DATA SECTION:
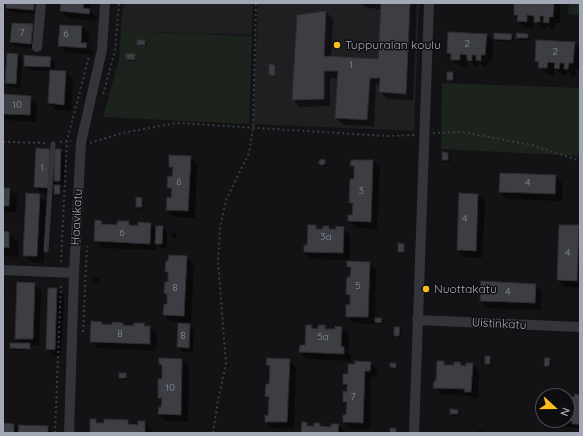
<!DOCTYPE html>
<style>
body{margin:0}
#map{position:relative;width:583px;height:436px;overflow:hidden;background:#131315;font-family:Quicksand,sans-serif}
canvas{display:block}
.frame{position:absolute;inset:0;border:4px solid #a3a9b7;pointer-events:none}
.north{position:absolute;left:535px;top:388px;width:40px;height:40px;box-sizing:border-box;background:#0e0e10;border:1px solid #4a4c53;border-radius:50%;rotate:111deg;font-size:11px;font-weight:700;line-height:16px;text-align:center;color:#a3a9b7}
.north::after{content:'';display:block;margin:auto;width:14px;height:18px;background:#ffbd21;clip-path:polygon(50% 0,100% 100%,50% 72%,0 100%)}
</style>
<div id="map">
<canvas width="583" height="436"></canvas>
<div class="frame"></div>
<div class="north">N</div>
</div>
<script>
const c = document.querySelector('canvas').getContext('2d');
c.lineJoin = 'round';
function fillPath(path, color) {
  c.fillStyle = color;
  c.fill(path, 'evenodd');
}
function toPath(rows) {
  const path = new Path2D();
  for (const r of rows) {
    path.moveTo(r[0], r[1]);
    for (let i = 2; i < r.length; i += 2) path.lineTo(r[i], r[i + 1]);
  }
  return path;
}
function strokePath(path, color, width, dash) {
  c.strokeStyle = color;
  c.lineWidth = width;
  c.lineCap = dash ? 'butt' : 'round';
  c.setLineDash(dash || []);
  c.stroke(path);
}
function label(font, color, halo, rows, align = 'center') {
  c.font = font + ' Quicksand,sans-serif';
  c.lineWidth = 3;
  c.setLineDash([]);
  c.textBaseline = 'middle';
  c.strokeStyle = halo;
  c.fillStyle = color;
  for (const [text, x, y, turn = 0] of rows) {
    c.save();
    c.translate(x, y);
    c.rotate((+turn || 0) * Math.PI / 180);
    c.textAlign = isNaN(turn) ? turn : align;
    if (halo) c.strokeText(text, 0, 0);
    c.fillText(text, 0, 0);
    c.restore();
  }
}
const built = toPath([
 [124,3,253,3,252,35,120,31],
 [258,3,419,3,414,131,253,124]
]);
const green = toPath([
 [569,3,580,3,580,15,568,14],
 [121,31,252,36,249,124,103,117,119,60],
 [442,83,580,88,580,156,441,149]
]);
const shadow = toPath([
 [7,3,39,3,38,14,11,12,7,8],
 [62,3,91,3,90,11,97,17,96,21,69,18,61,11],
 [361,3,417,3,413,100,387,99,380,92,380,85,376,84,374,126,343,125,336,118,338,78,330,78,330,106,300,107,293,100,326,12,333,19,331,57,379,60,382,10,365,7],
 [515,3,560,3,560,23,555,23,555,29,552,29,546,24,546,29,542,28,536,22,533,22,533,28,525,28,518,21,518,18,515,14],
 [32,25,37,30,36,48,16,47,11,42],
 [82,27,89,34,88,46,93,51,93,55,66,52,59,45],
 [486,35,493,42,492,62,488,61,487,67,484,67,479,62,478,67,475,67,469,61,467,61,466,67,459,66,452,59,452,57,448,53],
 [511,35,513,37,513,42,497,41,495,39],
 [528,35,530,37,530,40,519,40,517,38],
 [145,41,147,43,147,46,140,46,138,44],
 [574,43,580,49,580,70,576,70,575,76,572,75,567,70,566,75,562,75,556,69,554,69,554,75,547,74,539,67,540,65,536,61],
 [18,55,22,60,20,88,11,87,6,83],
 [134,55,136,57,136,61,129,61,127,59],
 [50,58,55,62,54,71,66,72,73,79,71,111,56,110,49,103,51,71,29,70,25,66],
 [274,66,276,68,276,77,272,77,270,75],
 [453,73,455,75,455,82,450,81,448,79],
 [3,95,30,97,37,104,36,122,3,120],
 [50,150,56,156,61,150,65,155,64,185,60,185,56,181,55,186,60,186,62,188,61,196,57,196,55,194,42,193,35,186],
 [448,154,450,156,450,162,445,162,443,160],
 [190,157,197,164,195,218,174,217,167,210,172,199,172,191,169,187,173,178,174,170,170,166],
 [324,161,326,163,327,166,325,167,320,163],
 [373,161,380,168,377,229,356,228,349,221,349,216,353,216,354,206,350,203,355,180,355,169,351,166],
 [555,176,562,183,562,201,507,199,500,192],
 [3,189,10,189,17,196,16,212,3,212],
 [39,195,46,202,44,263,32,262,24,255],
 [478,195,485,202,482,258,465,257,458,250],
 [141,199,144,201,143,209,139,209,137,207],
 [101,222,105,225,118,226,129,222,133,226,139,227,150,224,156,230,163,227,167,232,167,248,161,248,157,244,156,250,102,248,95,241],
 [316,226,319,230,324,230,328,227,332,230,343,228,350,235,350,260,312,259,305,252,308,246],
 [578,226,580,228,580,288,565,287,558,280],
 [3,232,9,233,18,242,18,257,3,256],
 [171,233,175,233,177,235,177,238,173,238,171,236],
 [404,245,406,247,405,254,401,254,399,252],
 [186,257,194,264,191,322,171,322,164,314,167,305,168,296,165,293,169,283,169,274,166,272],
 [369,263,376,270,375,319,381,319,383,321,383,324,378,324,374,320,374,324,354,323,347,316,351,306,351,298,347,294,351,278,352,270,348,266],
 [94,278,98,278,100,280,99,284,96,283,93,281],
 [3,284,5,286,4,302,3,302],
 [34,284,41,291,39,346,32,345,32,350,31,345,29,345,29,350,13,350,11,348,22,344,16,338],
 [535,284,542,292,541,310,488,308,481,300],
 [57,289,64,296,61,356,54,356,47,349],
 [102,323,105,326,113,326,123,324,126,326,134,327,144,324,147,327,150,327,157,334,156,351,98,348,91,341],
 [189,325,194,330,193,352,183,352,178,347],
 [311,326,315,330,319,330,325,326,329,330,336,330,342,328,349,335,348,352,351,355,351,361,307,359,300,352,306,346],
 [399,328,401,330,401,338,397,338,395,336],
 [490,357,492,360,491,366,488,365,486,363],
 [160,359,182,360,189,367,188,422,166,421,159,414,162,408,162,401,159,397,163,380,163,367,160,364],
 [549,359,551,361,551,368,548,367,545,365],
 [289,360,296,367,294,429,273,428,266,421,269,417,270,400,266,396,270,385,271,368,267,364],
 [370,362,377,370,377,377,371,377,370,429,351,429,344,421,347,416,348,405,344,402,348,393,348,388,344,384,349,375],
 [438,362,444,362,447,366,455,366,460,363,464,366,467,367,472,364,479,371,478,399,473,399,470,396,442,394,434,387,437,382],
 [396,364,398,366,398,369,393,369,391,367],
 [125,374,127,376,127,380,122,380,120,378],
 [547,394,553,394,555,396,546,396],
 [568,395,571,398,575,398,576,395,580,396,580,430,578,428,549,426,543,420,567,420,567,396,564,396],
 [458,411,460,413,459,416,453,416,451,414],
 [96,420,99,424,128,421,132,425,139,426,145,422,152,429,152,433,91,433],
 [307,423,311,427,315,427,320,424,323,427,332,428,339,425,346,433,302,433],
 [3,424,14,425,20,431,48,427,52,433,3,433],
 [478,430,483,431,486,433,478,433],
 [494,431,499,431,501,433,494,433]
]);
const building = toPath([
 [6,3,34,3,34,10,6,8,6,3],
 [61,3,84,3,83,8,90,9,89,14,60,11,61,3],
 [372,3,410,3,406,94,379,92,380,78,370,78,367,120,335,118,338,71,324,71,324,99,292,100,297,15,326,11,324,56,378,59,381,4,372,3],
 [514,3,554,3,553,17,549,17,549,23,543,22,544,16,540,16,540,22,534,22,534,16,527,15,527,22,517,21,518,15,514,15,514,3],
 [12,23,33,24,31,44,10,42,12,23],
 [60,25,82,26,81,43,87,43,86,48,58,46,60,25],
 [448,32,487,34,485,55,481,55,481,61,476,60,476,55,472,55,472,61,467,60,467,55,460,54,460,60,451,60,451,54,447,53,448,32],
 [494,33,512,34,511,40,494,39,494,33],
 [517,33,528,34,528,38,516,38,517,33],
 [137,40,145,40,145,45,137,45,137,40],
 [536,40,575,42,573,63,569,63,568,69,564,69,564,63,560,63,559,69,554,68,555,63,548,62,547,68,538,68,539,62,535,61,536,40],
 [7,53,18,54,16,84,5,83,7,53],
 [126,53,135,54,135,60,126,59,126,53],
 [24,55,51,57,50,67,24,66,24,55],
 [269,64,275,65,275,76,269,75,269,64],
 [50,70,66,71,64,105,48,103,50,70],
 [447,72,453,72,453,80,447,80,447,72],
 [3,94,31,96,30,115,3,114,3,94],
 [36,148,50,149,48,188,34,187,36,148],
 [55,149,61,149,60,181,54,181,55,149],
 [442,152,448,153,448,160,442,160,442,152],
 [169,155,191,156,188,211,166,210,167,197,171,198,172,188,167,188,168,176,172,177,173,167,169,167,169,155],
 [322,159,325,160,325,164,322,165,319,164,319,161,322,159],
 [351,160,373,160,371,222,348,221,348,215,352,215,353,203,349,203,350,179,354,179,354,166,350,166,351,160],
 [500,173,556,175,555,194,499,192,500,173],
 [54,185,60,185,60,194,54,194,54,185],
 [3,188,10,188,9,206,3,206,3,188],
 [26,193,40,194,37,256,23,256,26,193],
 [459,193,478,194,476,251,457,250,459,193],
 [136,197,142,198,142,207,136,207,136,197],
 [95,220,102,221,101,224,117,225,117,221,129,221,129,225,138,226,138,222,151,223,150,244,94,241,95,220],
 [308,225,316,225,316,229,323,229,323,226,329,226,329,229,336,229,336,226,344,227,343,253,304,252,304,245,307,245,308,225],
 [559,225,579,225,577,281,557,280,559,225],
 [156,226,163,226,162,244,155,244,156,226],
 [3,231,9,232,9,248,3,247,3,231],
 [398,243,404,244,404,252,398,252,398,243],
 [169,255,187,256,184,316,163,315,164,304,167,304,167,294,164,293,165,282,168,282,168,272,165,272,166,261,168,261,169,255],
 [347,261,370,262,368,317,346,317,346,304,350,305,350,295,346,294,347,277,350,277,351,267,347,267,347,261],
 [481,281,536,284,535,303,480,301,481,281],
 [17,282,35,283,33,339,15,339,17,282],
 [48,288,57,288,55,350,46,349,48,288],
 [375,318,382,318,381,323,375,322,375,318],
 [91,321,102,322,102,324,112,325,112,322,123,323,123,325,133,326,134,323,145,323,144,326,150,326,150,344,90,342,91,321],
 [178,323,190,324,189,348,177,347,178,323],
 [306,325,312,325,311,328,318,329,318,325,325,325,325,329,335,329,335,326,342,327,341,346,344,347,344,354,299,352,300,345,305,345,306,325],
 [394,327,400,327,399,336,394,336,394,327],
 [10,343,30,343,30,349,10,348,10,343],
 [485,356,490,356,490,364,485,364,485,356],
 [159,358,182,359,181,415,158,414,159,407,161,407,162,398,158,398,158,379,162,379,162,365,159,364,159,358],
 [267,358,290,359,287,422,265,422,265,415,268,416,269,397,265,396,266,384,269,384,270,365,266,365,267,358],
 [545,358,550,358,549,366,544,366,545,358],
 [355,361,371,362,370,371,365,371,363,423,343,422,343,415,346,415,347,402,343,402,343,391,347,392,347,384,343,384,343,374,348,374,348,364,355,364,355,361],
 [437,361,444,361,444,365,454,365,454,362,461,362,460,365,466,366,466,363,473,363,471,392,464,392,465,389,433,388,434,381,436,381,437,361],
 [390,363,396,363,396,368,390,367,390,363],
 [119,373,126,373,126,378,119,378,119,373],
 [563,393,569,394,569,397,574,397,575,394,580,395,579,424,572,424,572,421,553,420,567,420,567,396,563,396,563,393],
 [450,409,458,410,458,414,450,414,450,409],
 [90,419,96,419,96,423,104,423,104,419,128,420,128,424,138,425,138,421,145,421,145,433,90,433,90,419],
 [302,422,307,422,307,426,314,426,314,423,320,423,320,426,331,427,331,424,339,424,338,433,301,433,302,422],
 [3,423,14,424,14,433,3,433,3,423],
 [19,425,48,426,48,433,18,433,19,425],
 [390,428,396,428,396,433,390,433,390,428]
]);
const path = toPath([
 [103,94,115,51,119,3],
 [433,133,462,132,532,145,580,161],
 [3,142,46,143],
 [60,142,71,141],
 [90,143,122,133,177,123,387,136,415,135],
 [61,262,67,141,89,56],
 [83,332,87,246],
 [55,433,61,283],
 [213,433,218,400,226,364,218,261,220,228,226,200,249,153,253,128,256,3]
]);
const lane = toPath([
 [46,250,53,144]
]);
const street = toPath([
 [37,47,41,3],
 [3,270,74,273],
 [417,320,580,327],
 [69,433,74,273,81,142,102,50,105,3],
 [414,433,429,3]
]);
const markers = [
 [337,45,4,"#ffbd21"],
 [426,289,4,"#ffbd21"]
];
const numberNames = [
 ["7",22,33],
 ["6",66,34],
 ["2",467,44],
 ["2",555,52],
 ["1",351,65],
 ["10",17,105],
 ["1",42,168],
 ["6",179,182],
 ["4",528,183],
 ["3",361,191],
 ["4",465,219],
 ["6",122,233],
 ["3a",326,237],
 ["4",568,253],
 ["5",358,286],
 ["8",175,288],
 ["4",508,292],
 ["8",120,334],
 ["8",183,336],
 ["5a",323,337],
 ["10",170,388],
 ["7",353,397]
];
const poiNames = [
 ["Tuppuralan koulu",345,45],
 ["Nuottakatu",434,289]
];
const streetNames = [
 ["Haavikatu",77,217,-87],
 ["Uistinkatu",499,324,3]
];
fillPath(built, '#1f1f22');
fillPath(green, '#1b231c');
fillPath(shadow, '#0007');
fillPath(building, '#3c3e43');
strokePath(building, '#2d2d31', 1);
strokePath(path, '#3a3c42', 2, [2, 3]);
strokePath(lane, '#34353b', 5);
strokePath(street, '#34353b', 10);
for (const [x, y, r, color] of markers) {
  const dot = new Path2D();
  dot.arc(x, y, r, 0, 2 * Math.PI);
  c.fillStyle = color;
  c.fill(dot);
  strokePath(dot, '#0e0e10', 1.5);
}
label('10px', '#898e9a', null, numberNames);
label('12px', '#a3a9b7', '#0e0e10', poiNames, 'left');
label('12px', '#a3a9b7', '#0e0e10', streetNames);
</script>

--

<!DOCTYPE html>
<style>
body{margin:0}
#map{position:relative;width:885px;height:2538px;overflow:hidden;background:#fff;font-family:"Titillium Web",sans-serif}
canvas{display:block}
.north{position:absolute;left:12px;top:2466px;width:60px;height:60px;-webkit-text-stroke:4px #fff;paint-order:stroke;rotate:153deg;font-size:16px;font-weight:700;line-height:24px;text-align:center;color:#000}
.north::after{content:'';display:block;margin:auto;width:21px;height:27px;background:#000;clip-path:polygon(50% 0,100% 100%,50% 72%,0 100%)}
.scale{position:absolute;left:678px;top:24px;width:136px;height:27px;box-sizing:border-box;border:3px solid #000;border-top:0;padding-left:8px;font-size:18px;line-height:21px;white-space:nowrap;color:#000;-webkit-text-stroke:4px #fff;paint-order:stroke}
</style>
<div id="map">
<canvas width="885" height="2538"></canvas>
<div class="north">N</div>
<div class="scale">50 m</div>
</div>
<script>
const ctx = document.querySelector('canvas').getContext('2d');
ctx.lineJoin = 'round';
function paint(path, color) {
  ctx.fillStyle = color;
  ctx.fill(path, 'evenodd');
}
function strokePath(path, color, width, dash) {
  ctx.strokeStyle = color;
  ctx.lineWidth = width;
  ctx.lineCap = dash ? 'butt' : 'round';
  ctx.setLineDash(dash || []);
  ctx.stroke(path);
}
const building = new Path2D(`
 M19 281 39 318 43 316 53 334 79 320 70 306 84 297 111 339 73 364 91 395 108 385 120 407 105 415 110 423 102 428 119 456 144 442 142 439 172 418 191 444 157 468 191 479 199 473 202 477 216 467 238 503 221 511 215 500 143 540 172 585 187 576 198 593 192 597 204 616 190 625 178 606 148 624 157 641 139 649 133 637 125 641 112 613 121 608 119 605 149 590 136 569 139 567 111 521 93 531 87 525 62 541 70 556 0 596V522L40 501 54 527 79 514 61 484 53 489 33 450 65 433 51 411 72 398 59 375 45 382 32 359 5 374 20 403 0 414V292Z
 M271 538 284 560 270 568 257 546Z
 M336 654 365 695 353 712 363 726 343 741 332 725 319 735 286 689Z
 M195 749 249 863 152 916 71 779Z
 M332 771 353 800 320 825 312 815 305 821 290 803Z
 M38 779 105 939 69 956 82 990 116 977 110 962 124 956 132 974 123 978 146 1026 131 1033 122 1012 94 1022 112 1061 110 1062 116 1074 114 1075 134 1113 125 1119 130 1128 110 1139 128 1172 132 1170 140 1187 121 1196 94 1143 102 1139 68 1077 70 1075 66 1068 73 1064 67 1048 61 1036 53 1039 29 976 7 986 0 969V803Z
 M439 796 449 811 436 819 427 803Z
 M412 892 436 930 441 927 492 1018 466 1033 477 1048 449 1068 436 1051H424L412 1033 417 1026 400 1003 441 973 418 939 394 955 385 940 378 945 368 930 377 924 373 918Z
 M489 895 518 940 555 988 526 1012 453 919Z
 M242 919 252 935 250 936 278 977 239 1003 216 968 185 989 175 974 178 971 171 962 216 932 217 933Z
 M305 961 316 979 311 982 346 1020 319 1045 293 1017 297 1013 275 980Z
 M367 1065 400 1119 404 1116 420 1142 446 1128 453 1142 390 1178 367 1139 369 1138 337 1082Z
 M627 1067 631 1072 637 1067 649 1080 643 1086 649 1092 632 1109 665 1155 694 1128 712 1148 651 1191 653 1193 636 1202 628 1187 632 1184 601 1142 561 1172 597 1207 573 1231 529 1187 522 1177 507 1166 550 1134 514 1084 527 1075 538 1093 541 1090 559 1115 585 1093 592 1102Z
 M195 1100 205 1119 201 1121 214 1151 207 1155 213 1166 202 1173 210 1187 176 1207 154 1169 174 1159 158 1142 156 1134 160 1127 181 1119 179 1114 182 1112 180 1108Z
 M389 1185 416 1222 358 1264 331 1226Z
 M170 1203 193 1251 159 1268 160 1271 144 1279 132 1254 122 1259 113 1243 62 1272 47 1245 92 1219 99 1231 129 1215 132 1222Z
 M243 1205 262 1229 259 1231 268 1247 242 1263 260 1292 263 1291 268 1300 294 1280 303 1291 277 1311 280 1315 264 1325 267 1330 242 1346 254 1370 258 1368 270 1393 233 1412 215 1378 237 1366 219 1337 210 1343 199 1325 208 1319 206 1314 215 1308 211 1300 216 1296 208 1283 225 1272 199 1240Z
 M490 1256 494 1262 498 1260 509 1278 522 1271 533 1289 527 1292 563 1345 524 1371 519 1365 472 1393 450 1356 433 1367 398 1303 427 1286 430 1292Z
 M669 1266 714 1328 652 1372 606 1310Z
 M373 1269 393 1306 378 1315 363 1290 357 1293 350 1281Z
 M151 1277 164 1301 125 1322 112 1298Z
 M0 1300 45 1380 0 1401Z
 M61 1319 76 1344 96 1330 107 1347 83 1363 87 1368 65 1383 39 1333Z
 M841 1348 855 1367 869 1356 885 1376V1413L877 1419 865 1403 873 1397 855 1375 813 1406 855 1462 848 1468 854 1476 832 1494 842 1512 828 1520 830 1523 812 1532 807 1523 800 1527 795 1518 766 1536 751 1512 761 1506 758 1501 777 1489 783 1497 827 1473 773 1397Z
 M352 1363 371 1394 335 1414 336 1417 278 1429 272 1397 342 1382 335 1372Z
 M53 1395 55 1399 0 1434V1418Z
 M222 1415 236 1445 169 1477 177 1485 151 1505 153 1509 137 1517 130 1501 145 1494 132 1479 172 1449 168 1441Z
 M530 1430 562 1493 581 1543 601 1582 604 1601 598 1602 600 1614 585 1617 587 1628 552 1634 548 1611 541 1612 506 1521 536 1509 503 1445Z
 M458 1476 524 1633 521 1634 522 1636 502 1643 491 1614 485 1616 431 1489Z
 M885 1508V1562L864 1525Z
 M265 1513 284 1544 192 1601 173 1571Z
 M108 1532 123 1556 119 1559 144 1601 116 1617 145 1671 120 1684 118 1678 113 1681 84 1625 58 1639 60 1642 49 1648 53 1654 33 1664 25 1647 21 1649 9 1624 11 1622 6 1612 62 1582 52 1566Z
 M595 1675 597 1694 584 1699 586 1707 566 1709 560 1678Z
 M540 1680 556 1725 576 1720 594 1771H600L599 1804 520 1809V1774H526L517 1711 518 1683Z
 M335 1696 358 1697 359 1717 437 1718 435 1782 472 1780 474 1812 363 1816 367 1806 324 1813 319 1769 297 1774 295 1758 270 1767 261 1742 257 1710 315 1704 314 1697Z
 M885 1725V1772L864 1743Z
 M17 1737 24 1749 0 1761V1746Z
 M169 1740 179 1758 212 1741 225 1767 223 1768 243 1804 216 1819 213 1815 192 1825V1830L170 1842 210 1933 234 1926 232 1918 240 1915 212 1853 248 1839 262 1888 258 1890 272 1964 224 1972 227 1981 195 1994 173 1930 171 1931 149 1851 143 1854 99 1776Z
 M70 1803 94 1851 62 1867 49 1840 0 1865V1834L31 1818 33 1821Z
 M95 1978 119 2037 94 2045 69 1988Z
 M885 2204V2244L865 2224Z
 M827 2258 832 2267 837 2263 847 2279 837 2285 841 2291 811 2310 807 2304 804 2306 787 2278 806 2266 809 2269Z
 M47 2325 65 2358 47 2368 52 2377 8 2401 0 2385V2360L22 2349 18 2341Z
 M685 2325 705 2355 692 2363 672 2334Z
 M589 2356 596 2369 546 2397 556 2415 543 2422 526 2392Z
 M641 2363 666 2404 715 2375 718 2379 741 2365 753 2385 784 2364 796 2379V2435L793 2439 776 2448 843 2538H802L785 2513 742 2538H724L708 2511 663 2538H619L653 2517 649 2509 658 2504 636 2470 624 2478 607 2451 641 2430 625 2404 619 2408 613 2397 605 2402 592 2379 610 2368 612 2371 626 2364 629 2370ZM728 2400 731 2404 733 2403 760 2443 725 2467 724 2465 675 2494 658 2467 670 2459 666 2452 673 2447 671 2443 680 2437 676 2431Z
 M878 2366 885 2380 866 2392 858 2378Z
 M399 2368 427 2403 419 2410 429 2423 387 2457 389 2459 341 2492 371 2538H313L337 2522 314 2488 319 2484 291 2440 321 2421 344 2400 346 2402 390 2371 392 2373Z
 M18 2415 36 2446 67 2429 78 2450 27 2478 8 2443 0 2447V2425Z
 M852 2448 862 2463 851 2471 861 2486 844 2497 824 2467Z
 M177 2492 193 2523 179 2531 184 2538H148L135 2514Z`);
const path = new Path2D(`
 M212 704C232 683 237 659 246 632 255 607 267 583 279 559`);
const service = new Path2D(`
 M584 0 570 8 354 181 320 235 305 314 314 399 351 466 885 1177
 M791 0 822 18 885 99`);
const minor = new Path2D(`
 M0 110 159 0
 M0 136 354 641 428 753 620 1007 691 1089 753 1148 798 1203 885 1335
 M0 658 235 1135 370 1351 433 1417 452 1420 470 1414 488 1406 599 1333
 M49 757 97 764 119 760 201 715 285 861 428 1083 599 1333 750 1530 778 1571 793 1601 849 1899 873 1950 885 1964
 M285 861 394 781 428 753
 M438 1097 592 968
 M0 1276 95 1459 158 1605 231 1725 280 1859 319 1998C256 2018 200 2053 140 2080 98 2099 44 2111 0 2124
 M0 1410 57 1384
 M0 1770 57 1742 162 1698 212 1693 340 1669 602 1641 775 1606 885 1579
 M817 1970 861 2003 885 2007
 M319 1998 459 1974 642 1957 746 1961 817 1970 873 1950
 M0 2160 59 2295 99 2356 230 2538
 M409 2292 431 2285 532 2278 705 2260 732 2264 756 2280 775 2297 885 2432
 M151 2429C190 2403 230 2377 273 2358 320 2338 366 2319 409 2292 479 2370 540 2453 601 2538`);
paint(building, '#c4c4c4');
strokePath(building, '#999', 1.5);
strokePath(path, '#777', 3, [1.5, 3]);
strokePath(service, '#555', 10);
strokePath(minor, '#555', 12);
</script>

WHAT THE TASK REQUIRES:
The lines holding the word "querySelector" are the answer. Find them in the entries and copy them.

THE ANSWER:
const c = document.querySelector('canvas').getContext('2d');
const ctx = document.querySelector('canvas').getContext('2d');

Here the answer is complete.